And now, from the "If Ya Got 'Em, Lick 'Em" files and Yahoo! News...
(Sudiegirl sez: No animals were harmed in the writing of this entry. However, the billiard ball industry might suffer as a result. OK...enough with the warnings...when I read this, I was simply flabbergasted. I mean, who in their right mind would actually pay for this procedure for a DOG!? I loved the dogs I had, but they were neutered for a REASON, and I figured if the organs in question were taken away, they don't need to worry about having them back. 'Nuff said by me on this...I'll go ahead and comment on the rest.)
The Winner Is... Fake Dog Testicle Creator
By MICHAEL KUNZELMAN, Associated Press Writer Fri Oct 7, 9:04 AM ET
BOSTON - Gregg Miller mortgaged his home and maxed out his credit cards to mass produce his invention — prosthetic testicles for neutered dogs. (OK...here's one of the next candidates for "The Bachelor". Can you imagine having to explain to your parents what this guy did for a living? I'd lie and say he was an undertaker or an axe murderer. Then again, money is money and it all spends the same.)
What started 10 years ago with an experiment on an unwitting Rottweiler named Max (unwitting or unwilling?) has turned into a thriving mail-order business. And on Thursday night Miller's efforts earned him a dubious yet strangely coveted honor: the Ig Nobel Prize for medicine. (How would you explain that charge on a credit card? "Yes, honey, I ordered artificial dog testicles for Rover...he just looked so...DISTRAUGHT!")
"Considering my parents thought I was an idiot when I was a kid, this is a great honor," he said. "I wish they were alive to see it." (Maybe they're just in the Idiot's Protection Program, and they've changed their names and moved to Bermuda.)
The Ig Nobels, given at Harvard University by Annals of Improbable Research magazine, celebrate the humorous, creative and odd side of science.
Miller has sold more than 150,000 of his Neuticles, more than doubling his $500,000 investment. The silicone implants come in different sizes, shapes, weights and degrees of firmness. (What the sexy retriever is wearing this season...)
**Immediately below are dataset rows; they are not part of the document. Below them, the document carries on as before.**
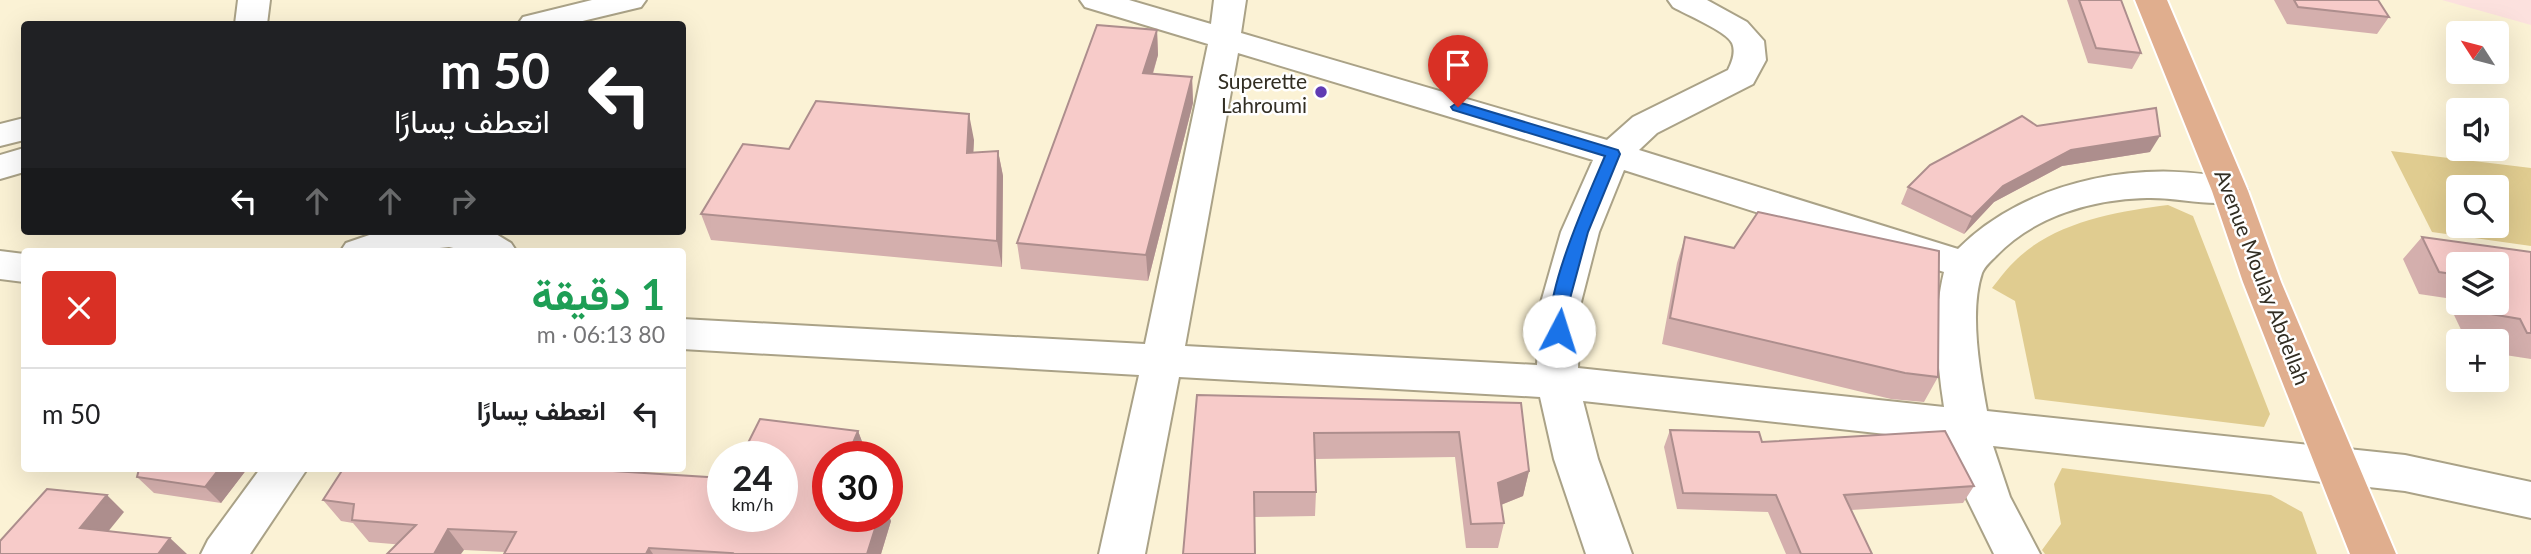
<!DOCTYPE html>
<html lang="ar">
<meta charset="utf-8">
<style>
:root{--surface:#fff;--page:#f2f2f2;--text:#202124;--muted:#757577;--line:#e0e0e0}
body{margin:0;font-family:Lato,Vazirmatn,sans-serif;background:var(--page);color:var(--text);direction:rtl;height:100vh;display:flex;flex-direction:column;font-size:26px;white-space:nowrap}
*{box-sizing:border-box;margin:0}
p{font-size:23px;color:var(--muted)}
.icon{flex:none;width:38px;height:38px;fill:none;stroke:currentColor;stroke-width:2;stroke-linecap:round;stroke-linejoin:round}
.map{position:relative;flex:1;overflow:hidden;direction:ltr}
.side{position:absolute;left:21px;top:248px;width:665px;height:224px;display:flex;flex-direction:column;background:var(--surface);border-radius:7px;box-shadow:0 7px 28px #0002;direction:rtl}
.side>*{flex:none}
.banner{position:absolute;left:21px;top:21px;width:665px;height:214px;border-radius:7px;box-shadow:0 7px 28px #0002;direction:rtl;background:#202124;color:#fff;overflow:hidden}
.needle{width:46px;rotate:306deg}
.controls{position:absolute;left:2446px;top:21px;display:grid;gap:14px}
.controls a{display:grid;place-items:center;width:63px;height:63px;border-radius:7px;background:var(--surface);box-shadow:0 7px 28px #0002;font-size:35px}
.speed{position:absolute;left:707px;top:441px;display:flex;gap:14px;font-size:35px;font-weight:700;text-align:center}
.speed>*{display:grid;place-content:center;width:91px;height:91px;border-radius:50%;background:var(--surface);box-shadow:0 7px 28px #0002;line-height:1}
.speed small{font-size:18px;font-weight:400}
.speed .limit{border:10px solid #d22;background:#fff;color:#111}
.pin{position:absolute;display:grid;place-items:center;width:60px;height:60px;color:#fff;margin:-72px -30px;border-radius:50% 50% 50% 0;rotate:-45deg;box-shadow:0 0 7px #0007}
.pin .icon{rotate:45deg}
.me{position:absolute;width:77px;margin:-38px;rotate:5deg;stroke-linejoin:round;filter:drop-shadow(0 0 5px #0008)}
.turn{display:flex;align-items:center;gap:24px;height:147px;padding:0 21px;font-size:32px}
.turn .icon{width:91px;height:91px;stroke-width:2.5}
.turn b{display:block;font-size:49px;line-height:60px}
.lanes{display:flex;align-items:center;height:66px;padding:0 21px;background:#0003;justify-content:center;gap:35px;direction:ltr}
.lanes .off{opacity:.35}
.round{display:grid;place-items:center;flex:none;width:74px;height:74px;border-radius:7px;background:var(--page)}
.head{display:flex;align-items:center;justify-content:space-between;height:119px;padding:0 21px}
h1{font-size:42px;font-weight:700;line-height:52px;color:#1e9e55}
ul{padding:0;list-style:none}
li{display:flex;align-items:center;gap:21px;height:91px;padding:0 21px;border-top:2px solid var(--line)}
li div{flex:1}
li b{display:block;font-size:26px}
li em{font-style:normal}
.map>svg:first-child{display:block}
.education{fill:#fce1de}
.green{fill:#e0cc90;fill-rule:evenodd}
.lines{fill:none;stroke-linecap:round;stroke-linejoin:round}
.minor-casing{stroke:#aaa287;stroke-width:4}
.major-casing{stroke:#fff;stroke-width:4}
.minor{fill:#fff;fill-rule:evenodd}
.major{fill:#e0ae8e;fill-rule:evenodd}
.wall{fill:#d4afad;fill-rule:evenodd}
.shaded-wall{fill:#ad8e8d}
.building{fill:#f7cbc9;stroke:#ad8e8d;stroke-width:2}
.route{fill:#1a73e8;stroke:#114b97;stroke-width:2}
.poi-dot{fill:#603bb3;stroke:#fff;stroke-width:2.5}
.labels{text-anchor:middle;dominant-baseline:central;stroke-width:5;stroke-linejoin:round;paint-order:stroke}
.poi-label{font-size:21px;fill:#322e23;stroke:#fff;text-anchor:end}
.street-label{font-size:21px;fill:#322e23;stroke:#fff}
</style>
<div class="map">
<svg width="2531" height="554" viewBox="0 0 2531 554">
<rect width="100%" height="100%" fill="#fbf2d5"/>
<path class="education" d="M 2442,0 L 2531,0 L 2531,25 Z"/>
<path class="green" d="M 2391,151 L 2531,168 L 2531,246 L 2432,232 ZM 2459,187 L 2497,187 L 2497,226 L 2459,226 Z
M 2168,205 L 2193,216 L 2270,414 L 2264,427 L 2035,399 L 2015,301 L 1992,288 C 2000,278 2008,267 2017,259 C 2055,222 2119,211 2168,205 Z
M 2062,468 L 2271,495 L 2302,512 L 2317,554 L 2045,554 L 2042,550 L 2061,524 L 2054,484 Z"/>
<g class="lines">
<g class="minor-casing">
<path id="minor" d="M 238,0 L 270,0 L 267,24 L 235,24 Z
M 592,0 L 646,0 L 641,7 L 570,24 L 518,24 L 523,17 Z
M 1080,0 L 1129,0 L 1211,24 L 1214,0 L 1246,0 L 1241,33 L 1607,140 L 1633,117 L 1728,70 C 1732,62 1736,52 1732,43 C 1726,31 1685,14 1673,7 L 1668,0 L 1707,0 L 1747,22 L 1764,41 L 1766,60 L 1753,84 L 1657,133 L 1639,150 L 1958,249 C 2027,179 2149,156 2243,182 L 2248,191 L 2243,200 C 2213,208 2178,197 2147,198 C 2093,199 2034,216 1996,256 C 1991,261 1985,266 1982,273 C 1969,312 1980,372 1987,411 L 2405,455 L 2531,482 L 2531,518 L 2405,491 L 1993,446 L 2010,497 L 2040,554 L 1994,554 L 1967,499 L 1950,441 L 1583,401 L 1598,459 L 1632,554 L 1586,554 L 1554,459 L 1540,397 L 1179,377 L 1145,554 L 1099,554 L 1139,375 L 682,349 L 682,319 L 1145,344 L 1208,44 L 1085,7 ZM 1238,53 L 1593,160 L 1561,232 L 1540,306 L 1537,365 L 1185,346 ZM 1624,170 L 1944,272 C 1933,317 1937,362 1944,407 L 1578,368 L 1580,306 L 1599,232 Z
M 24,118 L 24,140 L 0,146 L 0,124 Z
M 24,148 L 24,172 L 0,179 L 0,155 Z
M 381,231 L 491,231 L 511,243 L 517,252 L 471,252 L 449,247 L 402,252 L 340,252 L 346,243 Z
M 0,251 L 24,254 L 24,282 L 0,279 Z
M 260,469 L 307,469 L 250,554 L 201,554 L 208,540 Z"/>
</g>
<g class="major-casing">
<path id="major" d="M 2135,0 L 2167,0 L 2248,191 L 2281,282 L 2396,554 L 2350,554 L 2243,282 L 2212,191 Z"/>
</g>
<use href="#minor" class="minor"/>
<use href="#major" class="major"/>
</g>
<path class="wall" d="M 2067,0 L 2121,0 L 2141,53 L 2132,69 L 2088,63 Z
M 2274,0 L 2378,0 L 2389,17 L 2377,34 L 2287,24 Z
M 1157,30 L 1158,55 L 1153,74 L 1192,77 L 1193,103 L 1148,281 L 1021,269 L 1017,243 Z
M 2037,126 L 2150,152 L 2062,166 L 1994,202 L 1964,234 L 1901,204 L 1908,187 Z
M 974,140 L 973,153 L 998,151 L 1003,176 L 1002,267 L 711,240 L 701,214 Z
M 1685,237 L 1734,248 L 1938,377 L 1924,402 L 1891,399 L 1662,344 L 1677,263 Z
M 2422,237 L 2531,252 L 2531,359 L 2505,355 L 2498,341 L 2464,336 L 2446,298 L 2419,294 L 2403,259 ZM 2459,264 L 2497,303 L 2459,303 Z
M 1197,395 L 1521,403 L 1529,471 L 1523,496 L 1501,505 L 1504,523 L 1498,548 L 1466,548 L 1455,457 L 1315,459 L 1316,492 L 1315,516 L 1255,517 Z
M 1670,430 L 1762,442 L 1974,486 L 1963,503 L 1851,510 L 1872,554 L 1786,554 L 1768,512 L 1677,509 L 1664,447 Z
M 858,431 L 866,452 L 864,457 L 828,457 L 828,516 L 891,521 L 881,554 L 504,554 L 505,552 L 464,550 L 369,542 L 353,523 L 341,521 L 323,500 L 723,516 Z
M 139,469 L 247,469 L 221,503 L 154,493 L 137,477 Z"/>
<path class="shaded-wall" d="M 1157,30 L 1158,55 L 1145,99 L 1143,73 Z
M 1192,77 L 1193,103 L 1148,281 L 1146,255 Z
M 969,114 L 974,140 L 972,179 L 967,153 Z
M 2160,136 L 2150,152 L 2062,166 L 1994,202 L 1964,234 L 1972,217 L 2003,186 L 2071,150 Z
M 998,151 L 1003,176 L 1002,267 L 997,241 Z
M 858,431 L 866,452 L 864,457 L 847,457 Z
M 219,469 L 247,469 L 221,503 L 205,487 Z
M 1529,471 L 1523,496 L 1493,508 L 1498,483 Z
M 107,495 L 124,512 L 98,544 L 80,528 Z
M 887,510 L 891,521 L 881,554 L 867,554 L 879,516 L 887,516 Z
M 448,529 L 464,550 L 461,554 L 434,554 Z
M 170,538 L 187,554 L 158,554 Z
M 649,548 L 653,554 L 646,554 Z"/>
<path class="building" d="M 2079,0 L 2121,0 L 2141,53 L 2096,48 Z
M 2294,0 L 2378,0 L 2389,17 L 2298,7 Z
M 1097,25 L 1157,30 L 1143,73 L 1192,77 L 1146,255 L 1017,243 Z
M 816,101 L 969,114 L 967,153 L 998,151 L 997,241 L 701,214 L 743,144 L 789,149 Z
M 2156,108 L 2160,136 L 2071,150 L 2003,186 L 1972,217 L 1908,187 L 1930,165 L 2022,116 L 2037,126 Z
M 1758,212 L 1939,251 L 1938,377 L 1905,373 L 1670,318 L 1685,237 L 1734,248 Z
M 2422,237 L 2531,252 L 2531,333 L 2527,333 L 2520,319 L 2485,313 L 2480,303 L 2497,303 L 2497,264 L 2459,264 L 2459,275 L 2439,272 Z
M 1197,395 L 1521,403 L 1529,471 L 1498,483 L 1504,523 L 1471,524 L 1459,432 L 1314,433 L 1316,492 L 1254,492 L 1255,554 L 1183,554 Z
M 760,419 L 858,431 L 847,457 L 828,457 L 828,516 L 879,516 L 867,554 L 731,554 L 732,553 L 649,548 L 646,554 L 504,554 L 516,532 L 448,529 L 434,554 L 387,554 L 416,525 L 352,520 L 354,504 L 323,500 L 343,469 L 581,469 L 723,478 L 723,516 L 782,516 L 782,457 L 741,457 Z
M 1670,430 L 1759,432 L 1762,442 L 1945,431 L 1974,486 L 1844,495 L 1872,554 L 1801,554 L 1776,495 L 1683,493 Z
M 139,469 L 219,469 L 205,487 L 137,477 Z
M 47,489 L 107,495 L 80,528 L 170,538 L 158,554 L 0,554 L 0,541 Z"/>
<path class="route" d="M 1458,102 L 1618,150 L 1620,154 L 1588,232 L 1568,306 L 1565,335 L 1553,335 C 1538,305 1591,189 1605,156 L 1453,110 L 1451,107 Z"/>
<circle class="poi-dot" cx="1321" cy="92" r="7"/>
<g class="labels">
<g class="poi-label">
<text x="1307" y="80">Superette<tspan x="1307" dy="24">Lahroumi</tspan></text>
</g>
<g class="street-label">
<text transform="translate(2263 277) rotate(69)">Avenue Moulay Abdellah</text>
</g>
</g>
</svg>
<div class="controls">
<a><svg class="needle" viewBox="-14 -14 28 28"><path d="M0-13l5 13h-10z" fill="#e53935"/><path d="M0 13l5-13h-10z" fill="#757577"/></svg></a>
<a><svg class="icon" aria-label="sound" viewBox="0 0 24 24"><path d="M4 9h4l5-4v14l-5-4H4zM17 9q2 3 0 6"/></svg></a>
<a><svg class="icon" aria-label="search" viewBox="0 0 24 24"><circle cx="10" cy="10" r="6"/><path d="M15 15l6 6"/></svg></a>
<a><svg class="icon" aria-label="layers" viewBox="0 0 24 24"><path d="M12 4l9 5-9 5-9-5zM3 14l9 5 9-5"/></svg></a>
<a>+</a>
</div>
<div class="speed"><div>24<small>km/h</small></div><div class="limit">30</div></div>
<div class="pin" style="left:1458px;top:107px;background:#d93025"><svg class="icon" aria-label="arrive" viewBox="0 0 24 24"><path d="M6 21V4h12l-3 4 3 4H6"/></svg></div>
<svg class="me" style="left:1559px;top:331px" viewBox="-20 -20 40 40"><circle r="19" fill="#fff"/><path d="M0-13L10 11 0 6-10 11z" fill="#1a73e8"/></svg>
<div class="banner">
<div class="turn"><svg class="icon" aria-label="left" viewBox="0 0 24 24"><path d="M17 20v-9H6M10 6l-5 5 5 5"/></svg><div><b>50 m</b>انعطف يسارًا</div></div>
<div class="lanes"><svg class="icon" aria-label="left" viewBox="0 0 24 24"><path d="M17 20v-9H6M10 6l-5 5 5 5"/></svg><svg class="icon off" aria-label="ahead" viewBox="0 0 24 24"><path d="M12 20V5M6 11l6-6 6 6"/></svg><svg class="icon off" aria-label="ahead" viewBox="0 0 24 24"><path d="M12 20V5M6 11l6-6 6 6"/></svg><svg class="icon off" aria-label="right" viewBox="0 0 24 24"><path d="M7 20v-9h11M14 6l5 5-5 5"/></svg></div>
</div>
<section class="side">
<div class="head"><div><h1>1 دقيقة</h1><p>80 m · 06:13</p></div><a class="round" style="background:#d93025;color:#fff"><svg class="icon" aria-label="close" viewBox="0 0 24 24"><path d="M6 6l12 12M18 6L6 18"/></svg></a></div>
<ul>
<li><svg class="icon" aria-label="left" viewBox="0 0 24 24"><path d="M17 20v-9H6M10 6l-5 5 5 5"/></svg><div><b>انعطف يسارًا</b></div><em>50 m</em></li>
</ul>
</section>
</div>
The product's Web site says Neuticles allow a pet "to retain his natural look" and "self esteem." (OK...let me explain something to you. Any creature that considers rolling on some other dead animal to further absorb its scent and thinks skunk stink smells GOOD deserves to deal with low-self-esteem when his BALLS are REMOVED. This is not the same as rebuilding a woman's breat after breast cancer surgery. Far from it!)
Although the Ig Nobels are not exactly prestigious, many recipients are, like Miller, happy to win. (Just another thing to brag about at the class reunion, huh?)
"Most scientists — no matter what they're doing, good or bad — never get any attention at all," said Marc Abrahams, editor of the Annals of Improbable Research. (Well, we'll just forget about the artifical heart, the polio vaccine and the theory of relativity and just concentrate on ARTIFICIAL DOG BALLS!)
Some, like Benjamin Smith of the University of Adelaide in Australia, who won the biology prize, actually nominated their own work. "I've been a fan of the Ig Nobels for a while," he said. (So the nomination process is TAINTED? That's supposed to make me feel better?)
Smith's team studied and catalogued different scents emitted by more than 100 species of frogs under stress. Some smelled like cashews, while others smelled like licorice, mint or rotting fish. He recalled getting strange looks when he'd show up at zoos asking to smell the frogs. "I've been turned away at the gate," he said. (How the HELL can you tell when a frog is stressed? I know you can tell how Kermit the Frog is stressed...he shakes and screams at Miss Piggy that she's fired or something. But how about an ordinary, run-of-the-mill frog?)
This year's other Ig Nobel winners include:
• PHYSICS: Since 1927, researchers at the University of Queensland in Australia have been tracking a glob of congealed black tar as it drips through a funnel — at a rate of one drop every nine years.
• PEACE: Two researchers at Newcastle University in England monitored the brain activity of locusts as they watched clips from the movie "Star Wars."
• CHEMISTRY: An experiment at the University of Minnesota was designed to prove whether people can swim faster or slower in syrup than in water.
(And people think creative types are flakes?!)
The Ig Nobel for literature went to the Nigerians who introduced millions of e-mail users to a "cast of rich characters ... each of whom requires just a small amount of expense money so as to obtain access to the great wealth to which they are entitled." (Ah, so THIS is the committee that encourages such behavior. Thanks a lot folks...remind me to cross you off my Christmas list.)
Sudiegirl's final word?
1. Spay and neuter your pets.
2. Don't buy them artifical testicles.
3. Disband this committee...it only encourages goofball behavior.
God. I have trouble finding a job, and these weirdos get attention for this? Then again, people stop by and read my blog so who's to say who's the bigger crackpot?
Sudiegirl the practical (and undesirous of a set of artificial dog testicles too, so don't even think about it!)